A new algorithm for the enumeration of derivative superstructures of a crystal is presented. The algorithm will help increase the efficiency of computational material design methods such as cluster expansion by increasing the size and diversity of the types of systems that can be modeled. Modeling potential alloys requires the exploration of all possible configurations of atoms. Additionally, modeling the thermal properties of materials requires knowledge of the possible ways of displacing the atoms. One solution to finding all symmetrically unique configurations and displacements is to generate the complete list of possible configurations and remove those that are symmetrically equivalent. This approach, however, suffers from the combinatoric explosion that happens when the supercell size is large, when there are more than two atom types, or when atomic displacements are included in the system. The combinatoric explosion is a problem because the large number of possible arrangements makes finding the relatively small number of unique arrangements for these systems impractical. The algorithm presented here is an extension of an existing algorithm [Hart & Forcade (2008a), Hart & Forcade (2009a), Hart et al. (2012a) Hart, Nelson, & Forcade] to include the extra configurational degree of freedom from the inclusion of displacement directions.

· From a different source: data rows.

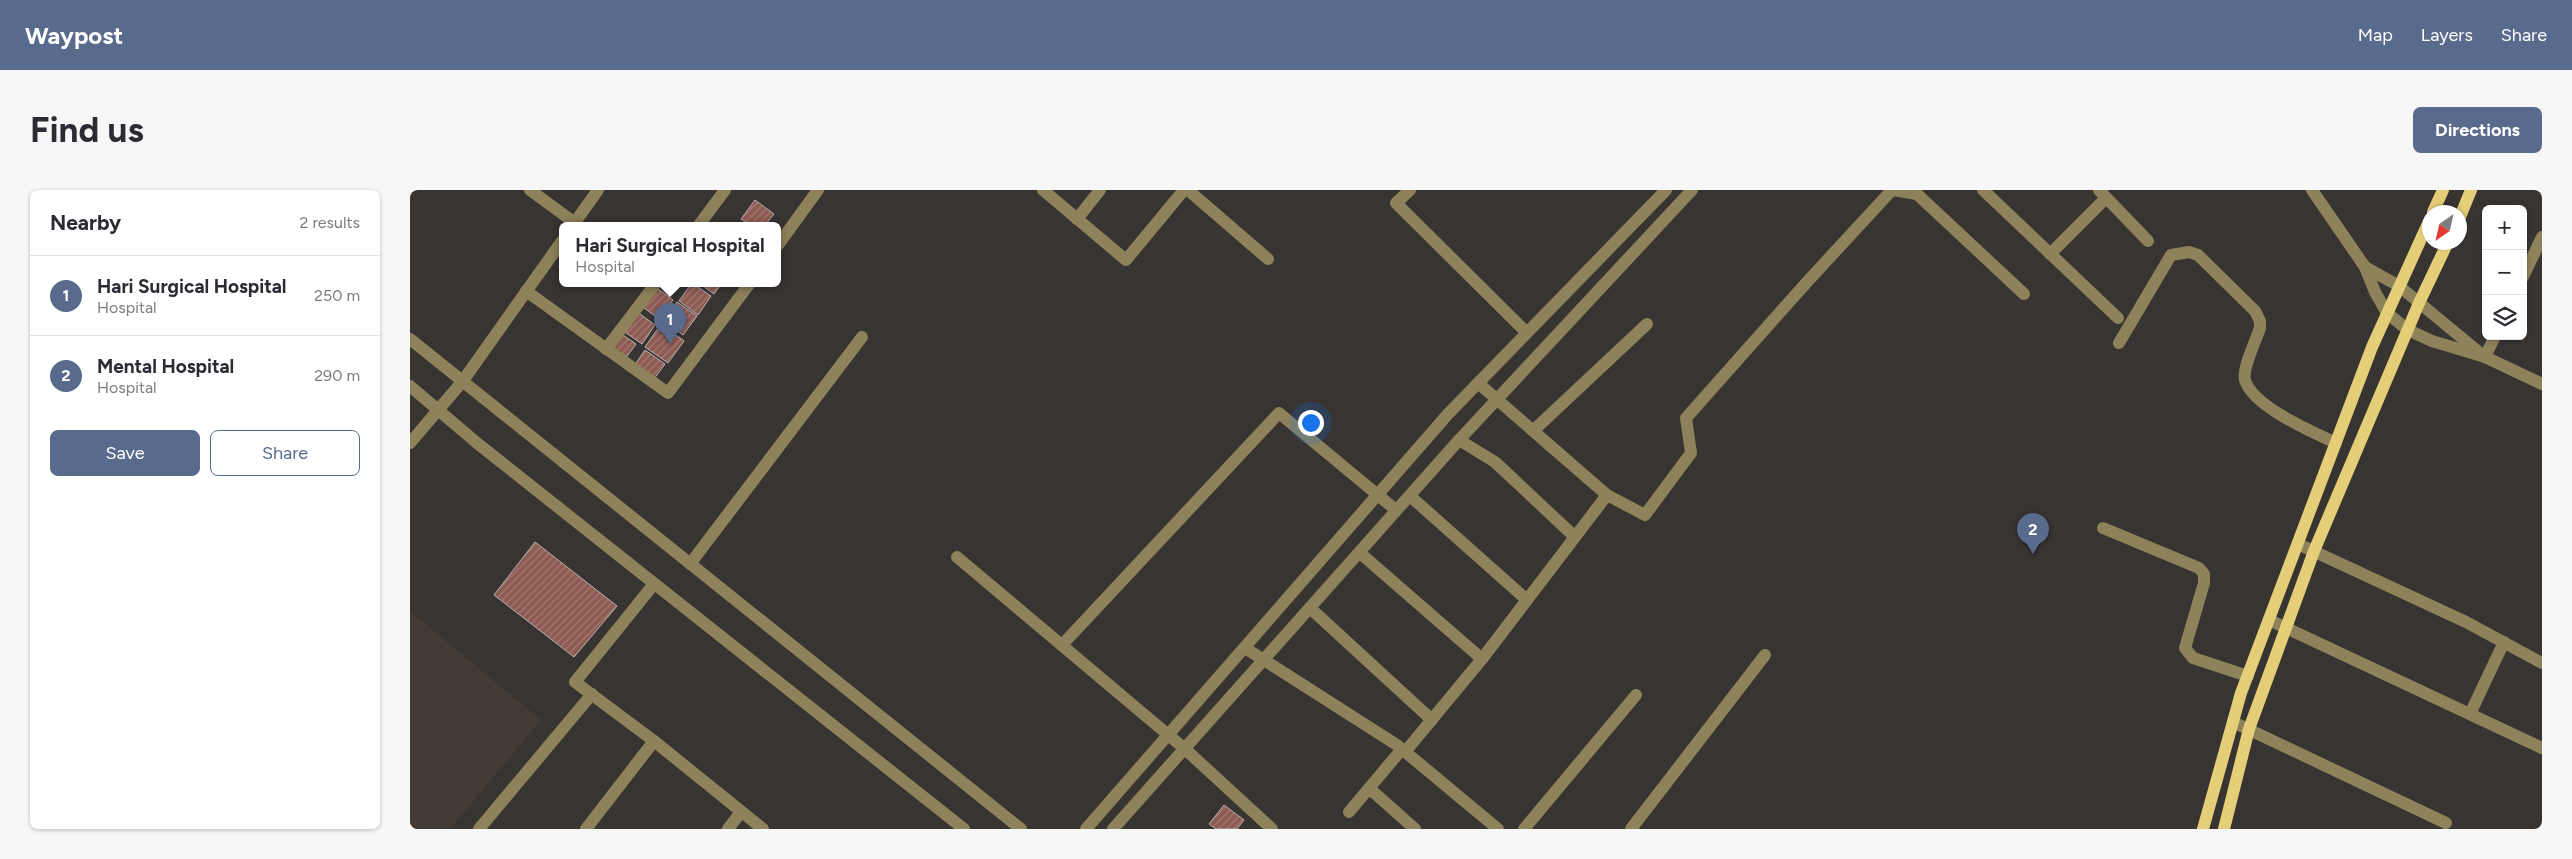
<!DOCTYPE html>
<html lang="en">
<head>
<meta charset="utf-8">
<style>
	:root { --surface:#fff; --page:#f7f7f7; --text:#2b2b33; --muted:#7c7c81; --line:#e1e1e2; --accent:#586b8d }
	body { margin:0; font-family:Figtree,sans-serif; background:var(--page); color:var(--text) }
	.controls { position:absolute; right:15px; top:15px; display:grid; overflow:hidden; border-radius:8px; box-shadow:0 1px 4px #0004 }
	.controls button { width:45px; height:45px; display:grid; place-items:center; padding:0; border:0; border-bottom:1px solid var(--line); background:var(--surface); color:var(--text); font:25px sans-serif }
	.compass { position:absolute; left:2012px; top:15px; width:45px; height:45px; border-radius:50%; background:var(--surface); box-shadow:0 1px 4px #0004; rotate:214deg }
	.you { position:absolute; left:900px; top:232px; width:18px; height:18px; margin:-12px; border:4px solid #fff; border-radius:50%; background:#1a73e8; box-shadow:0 0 0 8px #1a73e833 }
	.badge { display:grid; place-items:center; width:32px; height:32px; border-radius:50%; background:var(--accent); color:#fff; font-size:16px; font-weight:700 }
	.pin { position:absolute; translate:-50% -41px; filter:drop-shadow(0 1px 2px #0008) }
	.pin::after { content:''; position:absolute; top:26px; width:18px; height:15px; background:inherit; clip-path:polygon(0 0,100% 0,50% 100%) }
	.popup { position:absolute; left:149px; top:32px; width:222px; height:65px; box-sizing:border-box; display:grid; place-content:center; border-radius:8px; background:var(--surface); filter:drop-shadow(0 1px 4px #0005); font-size:16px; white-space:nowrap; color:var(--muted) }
	.popup b { font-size:19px; color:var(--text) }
	.popup::after { content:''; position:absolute; left:50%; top:100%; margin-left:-10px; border:10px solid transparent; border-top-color:var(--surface) }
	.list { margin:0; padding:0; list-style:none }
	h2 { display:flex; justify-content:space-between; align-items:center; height:65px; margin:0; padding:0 20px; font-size:21px }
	h2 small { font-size:16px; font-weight:400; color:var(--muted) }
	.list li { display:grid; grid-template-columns:32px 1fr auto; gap:15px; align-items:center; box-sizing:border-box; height:80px; padding:0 20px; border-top:1px solid var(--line) }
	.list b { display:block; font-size:19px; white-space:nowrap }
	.list p { margin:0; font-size:16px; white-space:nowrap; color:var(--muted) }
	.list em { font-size:16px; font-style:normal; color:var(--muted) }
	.actions { display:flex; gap:10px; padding:15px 20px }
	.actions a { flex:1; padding:11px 0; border:1px solid var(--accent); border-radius:8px; text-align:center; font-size:18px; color:var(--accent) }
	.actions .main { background:var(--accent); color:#fff }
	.icon { flex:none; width:28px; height:28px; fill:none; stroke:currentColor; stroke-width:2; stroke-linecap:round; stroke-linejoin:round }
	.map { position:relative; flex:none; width:2132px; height:639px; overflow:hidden; border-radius:8px }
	header { display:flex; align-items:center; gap:30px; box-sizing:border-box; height:70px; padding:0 25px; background:var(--accent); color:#fff }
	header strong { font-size:24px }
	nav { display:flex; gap:28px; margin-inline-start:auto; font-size:18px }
	.intro { display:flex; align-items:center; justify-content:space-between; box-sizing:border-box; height:120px; padding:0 30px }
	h1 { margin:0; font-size:35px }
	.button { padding:12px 22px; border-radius:8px; background:var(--accent); color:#fff; font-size:18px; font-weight:700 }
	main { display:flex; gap:30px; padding:0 30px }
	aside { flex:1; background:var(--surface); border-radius:8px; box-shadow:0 1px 4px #0004 }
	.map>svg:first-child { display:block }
	.built { fill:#433b34 }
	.building { fill:url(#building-hatch); stroke:#b7b2b1 }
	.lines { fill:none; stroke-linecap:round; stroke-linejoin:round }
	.minor { stroke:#8d825a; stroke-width:12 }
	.major { stroke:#e5ce78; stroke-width:12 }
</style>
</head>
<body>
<header>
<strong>Waypost</strong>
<nav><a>Map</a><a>Layers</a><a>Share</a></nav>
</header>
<div class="intro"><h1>Find us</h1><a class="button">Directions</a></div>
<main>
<aside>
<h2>Nearby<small>2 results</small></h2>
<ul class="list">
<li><span class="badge">1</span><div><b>Hari Surgical Hospital</b><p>Hospital</p></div><em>250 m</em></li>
<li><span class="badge">2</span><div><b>Mental Hospital</b><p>Hospital</p></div><em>290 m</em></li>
</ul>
<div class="actions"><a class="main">Save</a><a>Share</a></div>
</aside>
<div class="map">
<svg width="2132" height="639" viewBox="0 0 2132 639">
	<defs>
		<pattern id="building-hatch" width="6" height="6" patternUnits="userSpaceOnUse" patternTransform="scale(1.25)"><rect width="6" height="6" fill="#8e5b52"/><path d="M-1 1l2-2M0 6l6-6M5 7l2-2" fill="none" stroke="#a37a73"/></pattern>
	</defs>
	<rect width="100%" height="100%" fill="#373432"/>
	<polygon class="built" points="0,421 131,530 40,639 0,639"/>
	<g class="building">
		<polygon points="345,10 364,24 355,35 340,35 331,29"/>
		<polygon points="282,93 301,106 288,125 269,111"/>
		<polygon points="289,93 312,93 304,104"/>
		<polygon points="244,96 263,110 249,129 230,115"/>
		<polygon points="267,112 287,126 273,145 254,131"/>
		<polygon points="226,121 245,135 232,154 212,140"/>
		<polygon points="251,134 274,151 258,173 235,157"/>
		<polygon points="207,141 226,154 212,173 193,159"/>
		<polygon points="235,160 255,174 241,193 222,179"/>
		<polygon points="125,352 207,416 164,467 84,405"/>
		<polygon points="814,615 834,630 827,639 806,639 799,634"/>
	</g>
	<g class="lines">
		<g class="minor">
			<polyline points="120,0 165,33"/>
			<polyline points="633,0 716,70 774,0"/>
			<polyline points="778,0 858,69"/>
			<polyline points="1000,0 986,13 1116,142"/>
			<polyline points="1483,0 1507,4 1614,104"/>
			<polyline points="1573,0 1708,128"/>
			<polyline points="1689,0 1738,51"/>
			<polyline points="1902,0 1955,77 1965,102 1977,123 1998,140 2022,151 2075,167 2132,194"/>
			<polyline points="667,29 690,0"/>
			<polyline points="163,35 188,0"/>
			<polyline points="289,35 315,0"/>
			<polyline points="368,55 408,0"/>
			<polyline points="1640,64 1696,8"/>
			<polyline points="1955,77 1989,96 2070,163"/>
			<polyline points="2113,87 2132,47"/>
			<polyline points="116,101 258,203 340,93"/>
			<polyline points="0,149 611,639"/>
			<path d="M1709,153l52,-88 18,-3 9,3 57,56 5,10v7c-4,12 -18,41 -15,52 8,27 68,52 91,63"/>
			<polyline points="196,159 246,93"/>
			<polyline points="2075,167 2085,146"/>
			<polyline points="1068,193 1197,305"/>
			<polyline points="0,196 67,253 554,639"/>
			<polyline points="1124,240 1237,134"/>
			<polyline points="1049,250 1085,272 1165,347"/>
			<polyline points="0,253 52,192 152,51"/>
			<polyline points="1000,306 1117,410"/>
			<polyline points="1693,338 1789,378 1794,384 1794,393 1775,458 1783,468 1838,486"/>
			<polyline points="1888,354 2056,432 2132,473"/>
			<polyline points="950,363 1072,469"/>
			<polyline points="547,367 775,559 862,639"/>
			<polyline points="280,374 452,147"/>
			<polyline points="244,394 165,492 244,551 353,639"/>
			<polyline points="900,418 1022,530"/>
			<polyline points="1859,430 2132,558"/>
			<polyline points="652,455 869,223 986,320"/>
			<polyline points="835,458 987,555 1088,639"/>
			<polyline points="2060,524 2094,452"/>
			<polyline points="1823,532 2036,633"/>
			<polyline points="995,562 1072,469 1197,305 1235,325 1281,263 1276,228 1397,92 1482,0"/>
			<polyline points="960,599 1005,639"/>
			<polyline points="939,622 992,559"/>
			<polyline points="69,639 182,504"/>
			<polyline points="176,639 244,551"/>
			<polyline points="318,639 331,622"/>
			<polyline points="676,639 1038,224 1256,0"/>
			<polyline points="703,639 1049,250 1282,0"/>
			<polyline points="1114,639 1226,505"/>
			<polyline points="1221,639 1355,465"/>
		</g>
		<g class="major">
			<polyline points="2023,22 2033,0"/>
			<polyline points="2050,27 2061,0"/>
			<polyline points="1793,639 1831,503 1962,157 2020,29"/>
			<polyline points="1814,639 1839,539 1904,361 2009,113 2038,52"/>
		</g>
	</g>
</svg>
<div class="controls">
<button>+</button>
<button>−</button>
<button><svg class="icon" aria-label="layers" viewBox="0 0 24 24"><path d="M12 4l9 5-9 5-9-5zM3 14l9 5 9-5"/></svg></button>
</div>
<svg class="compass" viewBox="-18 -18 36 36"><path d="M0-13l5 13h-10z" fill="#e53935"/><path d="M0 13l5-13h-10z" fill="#7c7c81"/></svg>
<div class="you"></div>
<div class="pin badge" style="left:260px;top:154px">1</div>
<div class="popup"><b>Hari Surgical Hospital</b>Hospital</div>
<div class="pin badge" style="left:1623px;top:364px">2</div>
</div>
</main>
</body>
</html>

The algorithm makes use of another recently developed algorithm for the Pólya [Pólya & Read (1987), Pólya (1937), Rosenbrock et al.(2015) Rosenbrock, Morgan, Hart, Curtarolo, & Forcade] counting theorem to inform the user of the total number of unique arrangements before performing the enumeration and to ensure that the list of unique arrangements will fit in system memory. The algorithm also uses group theory to eliminate large classes of arrangements rather than eliminating arrangements one by one. The three major topics of this paper will be presented in this order, first the Pólya algorithm, second the new algorithm for eliminating duplicate structures, and third the algorithms extension to include displacement directions. With these tools, it is possible to avoid the combinatoric explosion and enumerate previously inaccessible systems, including those that contain displaced atoms.